Lo vi nada más entrar.

Lo vi nada más entrar en mi habitación.

Se parecía muchísimo a Paco Lagares, disfrazado de rey Gaspar. Menos mal que no lo echó todo a perder y fue capaz de tragarse el ataque de risa que le dio al verme en la cama vestido de princesa.

—Pasa, rey Gaspar —le dije yo, toda dulzura, con un hilo de voz, temblorosa dentro de aquel precioso vestido de seda de color marfil, con profusión de blondas y lazos a tono, adquirido en un justamente famoso comercio de alquiler y venta de todo tipo de ropa de fantasía.

Él, haciendo gala de imprevisibles dotes dramáticas, recuperó la compostura, y es que ya se lo había advertido: «Tómatelo muy en serio, o no vas a ver un duro».

—Estás divina, princesa —me dijo, y se fue derecho a sentarse en mi cama, con el paquete de grandes dimensiones que traía para mí.

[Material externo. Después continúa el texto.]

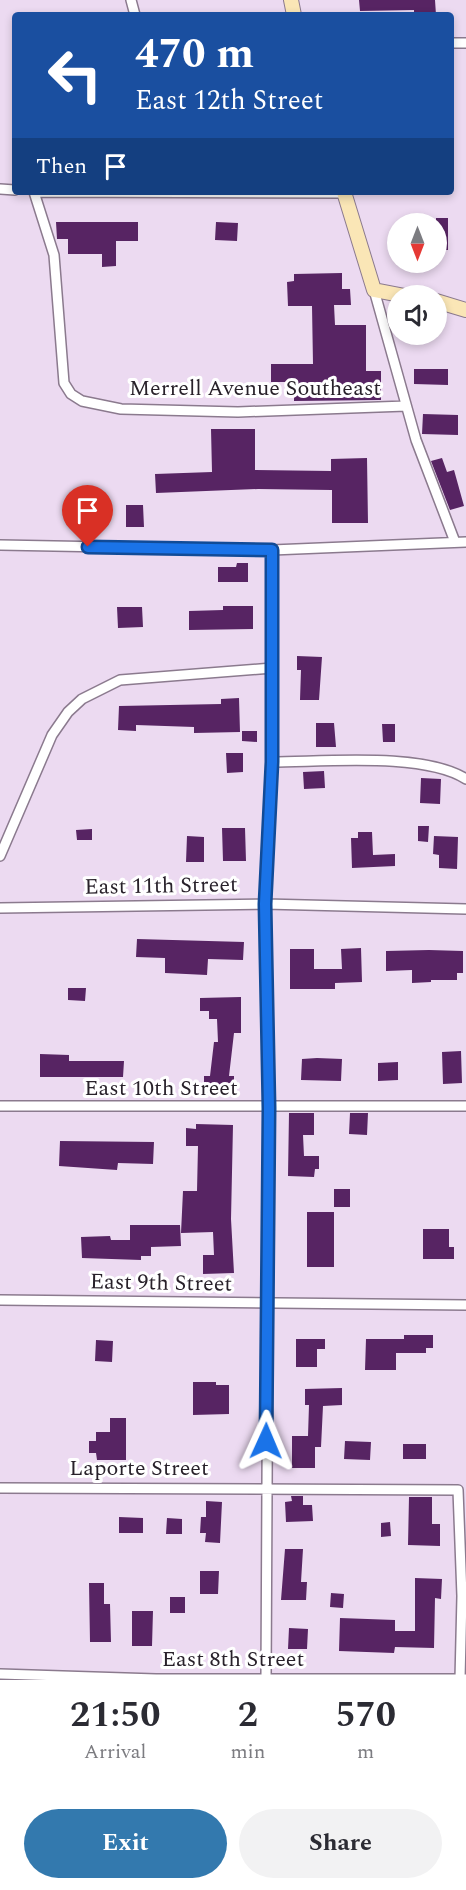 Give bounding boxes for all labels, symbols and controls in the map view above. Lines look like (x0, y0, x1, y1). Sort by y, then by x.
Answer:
text: 470 m (135, 23, 254, 86)
icon: left (36, 36, 114, 114)
text: East 12th Street (135, 80, 323, 122)
text: Then (36, 150, 87, 183)
icon: arrive (99, 150, 132, 183)
north arrow (387, 213, 447, 273)
map controls (387, 213, 447, 345)
button: sound (387, 285, 447, 345)
street label: Merrell Avenue Southeast (129, 372, 381, 405)
pin (62, 485, 113, 547)
icon: arrive (71, 494, 104, 527)
street label: East 11th Street (84, 868, 238, 904)
street label: East 10th Street (84, 1072, 238, 1105)
street label: East 9th Street (89, 1265, 233, 1301)
position arrow (234, 1409, 298, 1473)
street label: Laporte Street (69, 1452, 209, 1485)
street label: East 8th Street (162, 1643, 304, 1676)
text: 21:50 (70, 1688, 160, 1743)
text: 2 (238, 1688, 258, 1743)
text: 570 (335, 1688, 396, 1743)
text: Arrival (84, 1737, 146, 1767)
text: min (230, 1737, 265, 1767)
text: m (357, 1737, 374, 1767)
button: Exit (24, 1809, 227, 1878)
button: Share (239, 1809, 442, 1878) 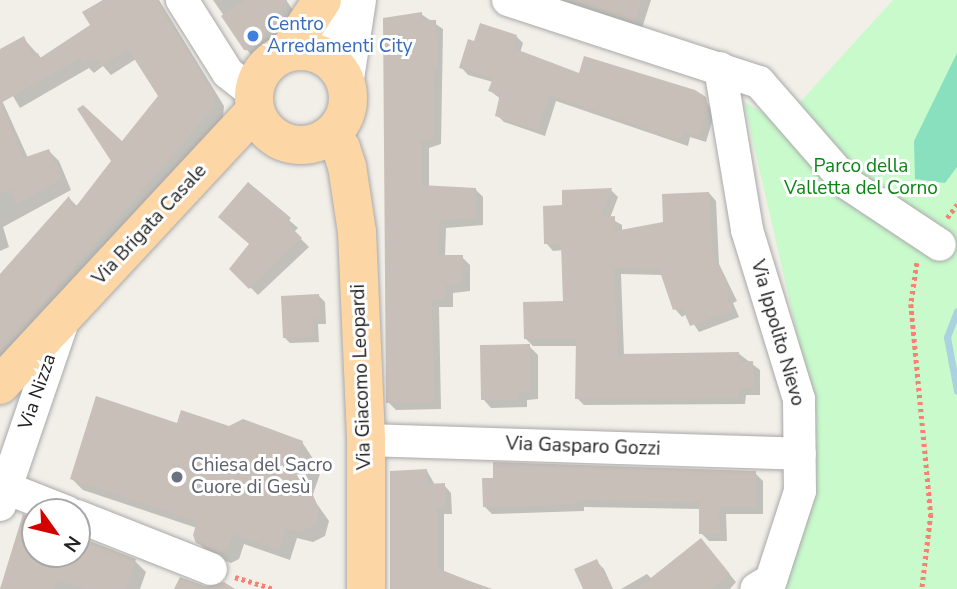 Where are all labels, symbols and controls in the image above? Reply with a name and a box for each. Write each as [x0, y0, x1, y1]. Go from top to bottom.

Yo suspiré. Llevaba más de cuarenta años muriéndome de ganas de suspirar de aquella manera. Entorné los ojos, procurando que mis pestañas vibrasen como mariposas exóticas, y dejé que uno de mis brazos colgara lánguidamente fuera de la cama. Él tomó entonces mi mano desmayada con su fuerte y acogedora mano —mano de carpintero, que también en eso era exacto a Paco Lagares— y trató de llevársela directamente al mismo sitio por donde Paco Lagares, cuando se disfrazaba de rey Gaspar, se ponía tan duro. Pero yo le eché el alto:

—Rey Gaspar, por favor, trátame como a una señorita.

—Es que se me ha puesto enseguida como un obús —dijo él, perdiendo momentáneamente el tono misterioso, pero paternal, que yo le había marcado.

—Ésa no es forma de hablarle a una princesa la noche de Reyes, rey Gaspar. Ten en cuenta que es la noche más feliz de mi vida.

Porque se lo había explicado, con todo lujo de detalles y con santísima paciencia, apenas unas horas antes, a mediodía, en el restaurante de comida casera, pero muy bien presentada, en el que le había invitado a almorzar. «Esta noche voy a sentirme como si tuviera nueve años de nuevo, así que procura comportarte conmigo como si yo fuera el hada infantil de un cuento». Y es verdad que él me dijo «Yo a las hadas de los cuentos les metería el nabo hasta que les diera un explotido la varita mágica». Y yo le dije «Bueno, pero antes procura poner un poco de protocolo».

—Es que el protocolo nunca se me ha dado muy bien —reconoció el pobre, acordándose de mis palabras.

Se llamaba Celestino. Nada más entrar en el Dunkerke había visto cómo me miraba y cómo sonreía de aquella forma medio burlona, y cómo de pronto frunció los labios, como si hubiera sentido un pinchazo; así sonreía siempre Paco Lagares. Fui derecho a la barra y pedí una tónica y entonces alguien dijo a mi lado que la tónica es fatal para los gases.

—Ahora te toca decirme que me has traído una muñeca.

Y a ver si te acuerdas del guión, rey Gaspar, que es muy incómodo esto de ser a la vez princesa y apuntador.

—Es verdad. Te he traído una muñeca, princesa. Pero no pienso dártela hasta que no me agarres el nabo.

—¡Rey Gaspar!

Me resistí. Naturalmente que me resistí. Y eso que llevaba más de cuarenta años deseando tener en mis brazos una muñeca, pero a una princesa siempre se le debe notar el pedigrí, incluso en los momentos más comprometidos. Aquel rey Gaspar tenía un aspecto imponente, muy señor —exactamente el mismo aspecto que tenía Paco Lagares, con su túnica roja y su manto de color chocolate, y su barba y su melena castañas—, pero se notaba que le faltaba costumbre de tratar con princesas y otras criaturas de alcurnia. Y bien que se lo había recalcado durante el almuerzo en el restaurante de comida casera: «Yo no sé qué te pedirán todos esos a los que les das servicio, como tú dices. Pero a mí me vas a dar, sobre todo, magia».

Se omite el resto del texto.